··· SOURCE MATERIAL
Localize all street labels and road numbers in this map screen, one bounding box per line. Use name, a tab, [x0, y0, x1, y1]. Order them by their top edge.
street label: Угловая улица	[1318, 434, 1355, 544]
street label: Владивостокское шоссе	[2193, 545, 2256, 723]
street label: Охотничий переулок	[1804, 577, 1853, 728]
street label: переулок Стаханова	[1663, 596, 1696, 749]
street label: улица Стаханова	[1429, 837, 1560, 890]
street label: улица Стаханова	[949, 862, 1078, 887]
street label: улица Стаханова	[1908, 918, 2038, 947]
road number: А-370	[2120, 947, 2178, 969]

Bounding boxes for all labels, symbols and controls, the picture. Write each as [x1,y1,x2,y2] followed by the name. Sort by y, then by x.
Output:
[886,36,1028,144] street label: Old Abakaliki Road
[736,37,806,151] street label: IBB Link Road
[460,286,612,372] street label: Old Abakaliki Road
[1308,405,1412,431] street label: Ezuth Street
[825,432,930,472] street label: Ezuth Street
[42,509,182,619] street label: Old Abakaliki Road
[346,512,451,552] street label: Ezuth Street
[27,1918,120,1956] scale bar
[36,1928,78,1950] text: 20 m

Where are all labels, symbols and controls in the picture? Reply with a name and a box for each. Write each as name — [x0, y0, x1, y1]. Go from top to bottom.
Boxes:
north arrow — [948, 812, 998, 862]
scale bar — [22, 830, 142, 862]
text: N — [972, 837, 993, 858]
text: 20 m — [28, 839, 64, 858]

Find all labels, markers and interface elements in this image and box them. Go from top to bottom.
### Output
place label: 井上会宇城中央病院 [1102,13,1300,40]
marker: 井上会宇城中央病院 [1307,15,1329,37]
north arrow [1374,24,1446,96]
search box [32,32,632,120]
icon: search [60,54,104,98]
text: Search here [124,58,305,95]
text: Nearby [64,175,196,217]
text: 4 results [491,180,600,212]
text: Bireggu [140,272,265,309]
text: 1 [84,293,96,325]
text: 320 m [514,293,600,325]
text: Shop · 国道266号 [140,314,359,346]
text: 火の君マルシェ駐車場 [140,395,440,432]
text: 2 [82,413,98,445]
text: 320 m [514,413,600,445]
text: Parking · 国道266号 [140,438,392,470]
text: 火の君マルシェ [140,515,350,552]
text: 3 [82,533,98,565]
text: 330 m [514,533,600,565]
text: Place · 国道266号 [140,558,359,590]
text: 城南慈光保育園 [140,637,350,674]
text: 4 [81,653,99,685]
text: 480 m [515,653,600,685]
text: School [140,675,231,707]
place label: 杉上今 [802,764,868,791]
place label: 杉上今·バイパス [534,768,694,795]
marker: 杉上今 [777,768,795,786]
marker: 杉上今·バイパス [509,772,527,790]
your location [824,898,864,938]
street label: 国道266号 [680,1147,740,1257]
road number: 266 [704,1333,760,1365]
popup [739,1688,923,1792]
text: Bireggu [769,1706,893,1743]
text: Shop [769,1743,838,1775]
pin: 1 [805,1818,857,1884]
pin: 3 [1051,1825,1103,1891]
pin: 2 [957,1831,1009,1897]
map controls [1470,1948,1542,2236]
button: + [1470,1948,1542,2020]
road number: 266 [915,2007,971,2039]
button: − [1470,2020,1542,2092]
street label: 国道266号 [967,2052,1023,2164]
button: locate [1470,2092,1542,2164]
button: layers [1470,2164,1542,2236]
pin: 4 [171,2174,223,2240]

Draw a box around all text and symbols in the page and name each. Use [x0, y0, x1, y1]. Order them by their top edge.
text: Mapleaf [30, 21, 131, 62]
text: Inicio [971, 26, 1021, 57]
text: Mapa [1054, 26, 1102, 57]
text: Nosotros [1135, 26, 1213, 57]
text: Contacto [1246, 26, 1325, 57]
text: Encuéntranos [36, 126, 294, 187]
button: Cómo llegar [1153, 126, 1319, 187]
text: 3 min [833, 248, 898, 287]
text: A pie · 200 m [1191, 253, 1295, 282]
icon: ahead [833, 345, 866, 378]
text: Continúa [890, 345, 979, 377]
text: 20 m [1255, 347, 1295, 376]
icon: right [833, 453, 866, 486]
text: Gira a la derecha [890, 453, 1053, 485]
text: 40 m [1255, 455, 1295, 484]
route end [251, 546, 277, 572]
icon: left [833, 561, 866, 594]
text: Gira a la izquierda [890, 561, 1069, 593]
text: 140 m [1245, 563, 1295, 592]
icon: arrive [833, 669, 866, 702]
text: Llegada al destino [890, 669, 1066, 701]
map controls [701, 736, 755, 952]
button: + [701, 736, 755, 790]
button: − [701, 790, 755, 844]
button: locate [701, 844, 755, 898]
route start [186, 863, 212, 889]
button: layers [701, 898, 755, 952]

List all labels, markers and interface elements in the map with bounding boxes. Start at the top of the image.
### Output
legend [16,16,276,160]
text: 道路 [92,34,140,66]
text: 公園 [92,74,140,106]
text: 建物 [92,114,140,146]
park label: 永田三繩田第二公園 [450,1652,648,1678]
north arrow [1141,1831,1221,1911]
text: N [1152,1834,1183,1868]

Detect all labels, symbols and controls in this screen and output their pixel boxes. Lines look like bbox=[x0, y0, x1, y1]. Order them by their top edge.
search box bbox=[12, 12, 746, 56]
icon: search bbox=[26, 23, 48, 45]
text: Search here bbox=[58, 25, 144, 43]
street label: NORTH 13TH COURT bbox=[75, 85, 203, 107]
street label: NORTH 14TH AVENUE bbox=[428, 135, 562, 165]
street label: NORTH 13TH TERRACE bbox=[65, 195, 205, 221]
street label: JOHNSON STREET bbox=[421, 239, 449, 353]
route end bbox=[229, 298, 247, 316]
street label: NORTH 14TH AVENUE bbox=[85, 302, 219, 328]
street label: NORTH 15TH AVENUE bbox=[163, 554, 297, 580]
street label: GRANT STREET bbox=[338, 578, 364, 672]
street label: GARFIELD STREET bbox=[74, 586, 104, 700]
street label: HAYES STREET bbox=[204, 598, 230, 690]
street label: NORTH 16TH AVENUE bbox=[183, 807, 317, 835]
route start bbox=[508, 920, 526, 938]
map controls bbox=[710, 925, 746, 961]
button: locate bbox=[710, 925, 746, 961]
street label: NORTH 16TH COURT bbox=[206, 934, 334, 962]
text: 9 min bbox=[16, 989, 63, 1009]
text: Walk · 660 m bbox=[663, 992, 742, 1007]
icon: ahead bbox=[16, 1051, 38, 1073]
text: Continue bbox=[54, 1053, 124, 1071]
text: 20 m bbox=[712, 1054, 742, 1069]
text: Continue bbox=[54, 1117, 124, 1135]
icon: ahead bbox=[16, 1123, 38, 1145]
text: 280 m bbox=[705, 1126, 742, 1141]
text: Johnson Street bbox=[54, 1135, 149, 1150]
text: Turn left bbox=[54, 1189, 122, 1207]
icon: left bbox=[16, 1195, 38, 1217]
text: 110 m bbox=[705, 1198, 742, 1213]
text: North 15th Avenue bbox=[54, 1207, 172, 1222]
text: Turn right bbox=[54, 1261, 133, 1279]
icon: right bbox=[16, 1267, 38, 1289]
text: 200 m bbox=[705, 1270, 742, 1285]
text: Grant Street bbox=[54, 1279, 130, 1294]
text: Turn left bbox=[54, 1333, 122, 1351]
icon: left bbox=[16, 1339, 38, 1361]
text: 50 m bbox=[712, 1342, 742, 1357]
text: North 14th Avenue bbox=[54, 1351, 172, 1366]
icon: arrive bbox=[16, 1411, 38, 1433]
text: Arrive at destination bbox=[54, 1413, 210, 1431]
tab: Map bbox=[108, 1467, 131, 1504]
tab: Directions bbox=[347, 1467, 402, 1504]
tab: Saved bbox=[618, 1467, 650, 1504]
······
## [WORK TO BE COMPLETED]
List all lines in the material containing the string "with".

## [ANSWER SECTION]
Where are all labels, symbols and controls in the picture? Reply with a name and a box for each. Write each as name — [x0, y0, x1, y1]. Go from top to bottom.
List all labels, markers and interface elements in the map with bounding boxes. Start at the top of the image.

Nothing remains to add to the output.